DeVries, for his part, said, “We are confident that we can address any concerns from neighbors in the community, and we have a proven track record as a good operator in Humboldt County.”
Odor from the plants will be controlled using fans that direct airflow through the hoop structures to a carbon filtration unit, according to the initial study. “In the event that carbon filtration is inadequate,” the report says, “odor neutralizers such as Ecosorb, which is a water-based product that contains a proprietary blend of natural plant oils and bio-based surfactants that effectively adsorb to odor molecules, neutralizing their smell, may be utilized.”

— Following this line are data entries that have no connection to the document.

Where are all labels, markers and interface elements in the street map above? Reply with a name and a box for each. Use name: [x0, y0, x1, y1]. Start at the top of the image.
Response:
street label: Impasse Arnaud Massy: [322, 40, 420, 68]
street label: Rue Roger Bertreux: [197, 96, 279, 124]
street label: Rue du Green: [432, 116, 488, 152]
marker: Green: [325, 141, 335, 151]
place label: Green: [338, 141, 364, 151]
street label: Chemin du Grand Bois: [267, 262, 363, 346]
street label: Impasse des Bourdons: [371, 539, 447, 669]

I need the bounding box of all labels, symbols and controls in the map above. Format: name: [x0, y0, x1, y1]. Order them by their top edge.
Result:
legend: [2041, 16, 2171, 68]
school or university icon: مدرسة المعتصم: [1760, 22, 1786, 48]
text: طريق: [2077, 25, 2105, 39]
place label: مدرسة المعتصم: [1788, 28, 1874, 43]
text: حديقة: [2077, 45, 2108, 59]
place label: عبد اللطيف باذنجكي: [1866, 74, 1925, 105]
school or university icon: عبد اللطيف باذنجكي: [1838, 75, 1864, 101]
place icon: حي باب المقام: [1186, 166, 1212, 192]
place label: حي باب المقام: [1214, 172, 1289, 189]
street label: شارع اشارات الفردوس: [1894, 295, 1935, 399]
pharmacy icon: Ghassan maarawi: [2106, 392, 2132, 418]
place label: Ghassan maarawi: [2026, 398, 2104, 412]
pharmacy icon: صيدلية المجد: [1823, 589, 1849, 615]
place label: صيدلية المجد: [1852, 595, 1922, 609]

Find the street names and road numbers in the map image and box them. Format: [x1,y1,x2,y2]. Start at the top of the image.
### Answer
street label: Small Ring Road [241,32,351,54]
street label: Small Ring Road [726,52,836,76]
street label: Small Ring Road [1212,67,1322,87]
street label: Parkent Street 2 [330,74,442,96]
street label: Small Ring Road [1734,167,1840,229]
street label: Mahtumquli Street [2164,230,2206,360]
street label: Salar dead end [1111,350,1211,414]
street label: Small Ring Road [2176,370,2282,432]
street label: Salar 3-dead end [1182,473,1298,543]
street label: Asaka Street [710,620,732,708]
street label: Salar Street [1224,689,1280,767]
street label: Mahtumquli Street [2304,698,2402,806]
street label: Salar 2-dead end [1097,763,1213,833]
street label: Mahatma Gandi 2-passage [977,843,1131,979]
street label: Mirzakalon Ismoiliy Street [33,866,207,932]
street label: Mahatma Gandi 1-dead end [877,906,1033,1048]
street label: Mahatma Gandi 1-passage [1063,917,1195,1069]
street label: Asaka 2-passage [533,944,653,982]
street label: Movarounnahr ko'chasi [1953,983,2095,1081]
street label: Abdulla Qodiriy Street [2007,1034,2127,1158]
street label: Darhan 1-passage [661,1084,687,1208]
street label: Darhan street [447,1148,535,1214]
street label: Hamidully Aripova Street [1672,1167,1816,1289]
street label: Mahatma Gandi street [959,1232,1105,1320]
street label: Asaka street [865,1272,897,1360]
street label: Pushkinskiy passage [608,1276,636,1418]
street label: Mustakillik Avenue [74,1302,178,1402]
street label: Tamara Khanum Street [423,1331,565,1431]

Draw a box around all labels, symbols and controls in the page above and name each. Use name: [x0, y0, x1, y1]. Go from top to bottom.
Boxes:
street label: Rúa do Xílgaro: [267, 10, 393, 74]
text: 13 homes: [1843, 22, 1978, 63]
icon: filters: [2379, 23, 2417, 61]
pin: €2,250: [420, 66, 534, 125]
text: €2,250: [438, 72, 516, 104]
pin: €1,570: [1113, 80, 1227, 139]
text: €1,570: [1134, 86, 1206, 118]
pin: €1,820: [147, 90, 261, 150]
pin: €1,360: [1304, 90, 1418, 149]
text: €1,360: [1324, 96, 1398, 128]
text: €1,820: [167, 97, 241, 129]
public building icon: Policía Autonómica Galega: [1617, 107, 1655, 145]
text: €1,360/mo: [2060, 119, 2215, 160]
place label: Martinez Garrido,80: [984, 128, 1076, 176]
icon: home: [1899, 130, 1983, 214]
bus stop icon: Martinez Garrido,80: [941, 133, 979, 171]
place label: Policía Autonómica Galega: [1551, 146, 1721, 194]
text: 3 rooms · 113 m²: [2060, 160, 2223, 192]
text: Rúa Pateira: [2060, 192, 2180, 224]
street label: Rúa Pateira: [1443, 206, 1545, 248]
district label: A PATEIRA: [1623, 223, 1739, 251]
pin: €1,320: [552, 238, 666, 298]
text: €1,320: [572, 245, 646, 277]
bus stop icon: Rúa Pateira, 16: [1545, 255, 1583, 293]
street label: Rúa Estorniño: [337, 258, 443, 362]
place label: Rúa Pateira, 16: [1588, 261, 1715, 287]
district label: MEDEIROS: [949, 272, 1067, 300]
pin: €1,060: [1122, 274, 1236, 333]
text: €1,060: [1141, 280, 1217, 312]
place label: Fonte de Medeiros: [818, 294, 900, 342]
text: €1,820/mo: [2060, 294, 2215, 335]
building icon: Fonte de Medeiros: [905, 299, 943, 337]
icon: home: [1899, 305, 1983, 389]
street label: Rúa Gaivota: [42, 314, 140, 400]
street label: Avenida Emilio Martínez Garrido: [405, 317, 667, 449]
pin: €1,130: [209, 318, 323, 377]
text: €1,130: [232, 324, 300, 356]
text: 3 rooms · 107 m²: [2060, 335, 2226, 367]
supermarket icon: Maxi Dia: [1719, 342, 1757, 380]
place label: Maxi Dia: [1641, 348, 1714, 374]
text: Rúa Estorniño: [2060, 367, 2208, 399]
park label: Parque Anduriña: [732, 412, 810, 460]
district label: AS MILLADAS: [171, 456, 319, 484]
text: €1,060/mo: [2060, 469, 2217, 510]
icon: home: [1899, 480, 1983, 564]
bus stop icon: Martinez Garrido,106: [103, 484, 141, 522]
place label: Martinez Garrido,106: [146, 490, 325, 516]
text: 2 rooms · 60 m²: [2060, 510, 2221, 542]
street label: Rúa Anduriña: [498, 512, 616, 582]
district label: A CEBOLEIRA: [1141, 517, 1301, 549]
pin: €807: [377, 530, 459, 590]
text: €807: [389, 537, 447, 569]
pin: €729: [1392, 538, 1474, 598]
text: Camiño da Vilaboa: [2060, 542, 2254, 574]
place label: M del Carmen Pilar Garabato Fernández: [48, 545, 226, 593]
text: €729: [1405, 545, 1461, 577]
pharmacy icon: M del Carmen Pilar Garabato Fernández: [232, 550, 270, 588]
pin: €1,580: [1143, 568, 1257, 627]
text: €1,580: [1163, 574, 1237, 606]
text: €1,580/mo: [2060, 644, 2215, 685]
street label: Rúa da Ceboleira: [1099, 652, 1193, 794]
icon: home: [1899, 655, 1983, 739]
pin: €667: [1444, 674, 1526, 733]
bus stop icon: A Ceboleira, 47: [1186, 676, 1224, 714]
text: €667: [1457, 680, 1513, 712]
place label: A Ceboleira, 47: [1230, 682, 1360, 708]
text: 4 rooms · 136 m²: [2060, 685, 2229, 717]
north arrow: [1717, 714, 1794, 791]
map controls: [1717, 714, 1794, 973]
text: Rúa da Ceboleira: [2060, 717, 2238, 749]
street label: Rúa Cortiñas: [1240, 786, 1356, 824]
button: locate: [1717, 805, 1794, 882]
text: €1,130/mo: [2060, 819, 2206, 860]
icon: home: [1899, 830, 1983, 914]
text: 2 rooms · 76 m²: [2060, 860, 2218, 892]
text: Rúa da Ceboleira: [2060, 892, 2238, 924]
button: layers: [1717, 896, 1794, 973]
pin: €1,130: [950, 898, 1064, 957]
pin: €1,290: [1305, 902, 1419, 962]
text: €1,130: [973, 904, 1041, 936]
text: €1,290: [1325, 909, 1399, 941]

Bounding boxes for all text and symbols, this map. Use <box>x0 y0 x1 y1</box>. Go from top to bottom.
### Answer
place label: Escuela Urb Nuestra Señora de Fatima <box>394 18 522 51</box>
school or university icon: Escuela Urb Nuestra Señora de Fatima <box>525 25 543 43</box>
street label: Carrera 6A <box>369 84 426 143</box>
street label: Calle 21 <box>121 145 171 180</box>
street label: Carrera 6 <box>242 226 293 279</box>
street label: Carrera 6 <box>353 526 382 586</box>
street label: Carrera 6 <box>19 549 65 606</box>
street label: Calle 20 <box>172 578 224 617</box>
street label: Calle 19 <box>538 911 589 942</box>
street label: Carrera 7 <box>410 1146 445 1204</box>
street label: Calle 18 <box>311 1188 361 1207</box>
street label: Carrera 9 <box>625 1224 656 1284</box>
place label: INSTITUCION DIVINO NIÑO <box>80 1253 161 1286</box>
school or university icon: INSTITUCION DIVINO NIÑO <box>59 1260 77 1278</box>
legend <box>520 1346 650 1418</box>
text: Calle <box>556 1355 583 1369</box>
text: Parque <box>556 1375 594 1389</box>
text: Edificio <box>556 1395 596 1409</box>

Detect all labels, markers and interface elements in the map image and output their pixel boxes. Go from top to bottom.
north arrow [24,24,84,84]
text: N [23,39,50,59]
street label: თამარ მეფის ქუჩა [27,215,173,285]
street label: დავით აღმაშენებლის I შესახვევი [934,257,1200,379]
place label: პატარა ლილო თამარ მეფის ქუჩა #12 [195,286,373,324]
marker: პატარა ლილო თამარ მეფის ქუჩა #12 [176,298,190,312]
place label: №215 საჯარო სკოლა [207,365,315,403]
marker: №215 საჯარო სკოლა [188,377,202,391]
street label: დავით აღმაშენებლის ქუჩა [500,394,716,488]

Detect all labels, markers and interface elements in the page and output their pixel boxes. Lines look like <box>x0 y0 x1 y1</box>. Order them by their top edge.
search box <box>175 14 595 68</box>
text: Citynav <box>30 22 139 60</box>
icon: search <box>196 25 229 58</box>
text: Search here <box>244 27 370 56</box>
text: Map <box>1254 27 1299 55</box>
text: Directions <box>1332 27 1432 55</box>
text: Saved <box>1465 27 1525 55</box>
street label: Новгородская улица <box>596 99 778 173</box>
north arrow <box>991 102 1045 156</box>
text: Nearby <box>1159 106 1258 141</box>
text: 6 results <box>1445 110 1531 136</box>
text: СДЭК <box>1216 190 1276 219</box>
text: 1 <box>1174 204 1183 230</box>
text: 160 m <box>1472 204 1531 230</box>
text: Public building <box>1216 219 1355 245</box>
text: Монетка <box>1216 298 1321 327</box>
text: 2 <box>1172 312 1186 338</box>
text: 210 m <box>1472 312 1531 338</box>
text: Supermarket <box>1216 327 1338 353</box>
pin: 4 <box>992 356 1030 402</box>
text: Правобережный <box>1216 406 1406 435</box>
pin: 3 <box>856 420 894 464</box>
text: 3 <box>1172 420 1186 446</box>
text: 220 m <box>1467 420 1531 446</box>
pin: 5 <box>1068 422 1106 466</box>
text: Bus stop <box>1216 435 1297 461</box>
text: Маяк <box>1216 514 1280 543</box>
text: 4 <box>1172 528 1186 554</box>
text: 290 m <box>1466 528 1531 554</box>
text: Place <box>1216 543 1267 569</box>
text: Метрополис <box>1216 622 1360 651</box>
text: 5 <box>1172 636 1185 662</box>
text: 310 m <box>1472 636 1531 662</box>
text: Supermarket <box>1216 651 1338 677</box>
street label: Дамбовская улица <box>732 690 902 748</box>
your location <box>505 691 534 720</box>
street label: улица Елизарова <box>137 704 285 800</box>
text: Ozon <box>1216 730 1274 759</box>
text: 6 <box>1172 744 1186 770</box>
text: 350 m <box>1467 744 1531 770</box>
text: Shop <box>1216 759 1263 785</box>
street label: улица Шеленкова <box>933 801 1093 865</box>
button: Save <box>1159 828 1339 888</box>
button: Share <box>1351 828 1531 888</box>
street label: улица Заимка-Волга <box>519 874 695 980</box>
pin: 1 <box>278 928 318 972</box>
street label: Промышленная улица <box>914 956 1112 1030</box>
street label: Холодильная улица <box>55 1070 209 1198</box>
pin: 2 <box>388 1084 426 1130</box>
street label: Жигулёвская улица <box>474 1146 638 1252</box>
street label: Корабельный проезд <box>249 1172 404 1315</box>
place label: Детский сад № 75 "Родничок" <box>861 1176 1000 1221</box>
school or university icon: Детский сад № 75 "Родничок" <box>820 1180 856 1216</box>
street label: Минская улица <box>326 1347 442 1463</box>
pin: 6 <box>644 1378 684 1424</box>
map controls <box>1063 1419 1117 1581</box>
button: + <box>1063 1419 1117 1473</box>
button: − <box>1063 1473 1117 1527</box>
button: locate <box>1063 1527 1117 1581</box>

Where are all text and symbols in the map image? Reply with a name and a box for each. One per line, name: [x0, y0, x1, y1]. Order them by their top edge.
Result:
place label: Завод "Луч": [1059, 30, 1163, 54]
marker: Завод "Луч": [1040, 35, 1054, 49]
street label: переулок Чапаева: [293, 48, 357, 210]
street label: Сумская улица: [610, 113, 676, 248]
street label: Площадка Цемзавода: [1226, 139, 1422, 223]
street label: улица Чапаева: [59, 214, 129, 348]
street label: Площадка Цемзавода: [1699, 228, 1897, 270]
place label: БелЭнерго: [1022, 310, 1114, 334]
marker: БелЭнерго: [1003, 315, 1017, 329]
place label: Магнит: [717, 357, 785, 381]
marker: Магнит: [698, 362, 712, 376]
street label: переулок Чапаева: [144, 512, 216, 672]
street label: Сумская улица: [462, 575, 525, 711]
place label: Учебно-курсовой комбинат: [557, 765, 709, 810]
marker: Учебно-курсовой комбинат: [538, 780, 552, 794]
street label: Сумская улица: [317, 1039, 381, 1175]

“We are confident odor will not be an issue,” DeVries said.
He also insisted that local growers shouldn’t be intimidated by the massive size of this proposed operation. (People on Facebook noted that it would rank in the top 10 largest commercial greenhouse grows in North America, according to one industry website.)
“It’s not necessarily our intent to be competitive with other Humboldt County operations,” DeVries said. “A better way to look at this — this project helps Humboldt stay relevant in the California cannabis market.” Large-scale cannabis farms are being developed in other counties, threatening to displace Humboldt from its role as the preeminent cultivation region, he said.
”We’re not looking at competing with local growers; we’re actually looking at ways to cooperate with local growers. … We anticipate leasing with commercial cannabis operators, and we look forward to sharing our operational excellence at scale,” DeVries said.
With the level of public interest this project is already generating, it’s safe to expect an influx of public comments for next months Planning Commission hearing. If the commission approves the project, stakeholders will have 10 business days in which to appeal the decision to the Board of Supervisors, which would have final say on approval.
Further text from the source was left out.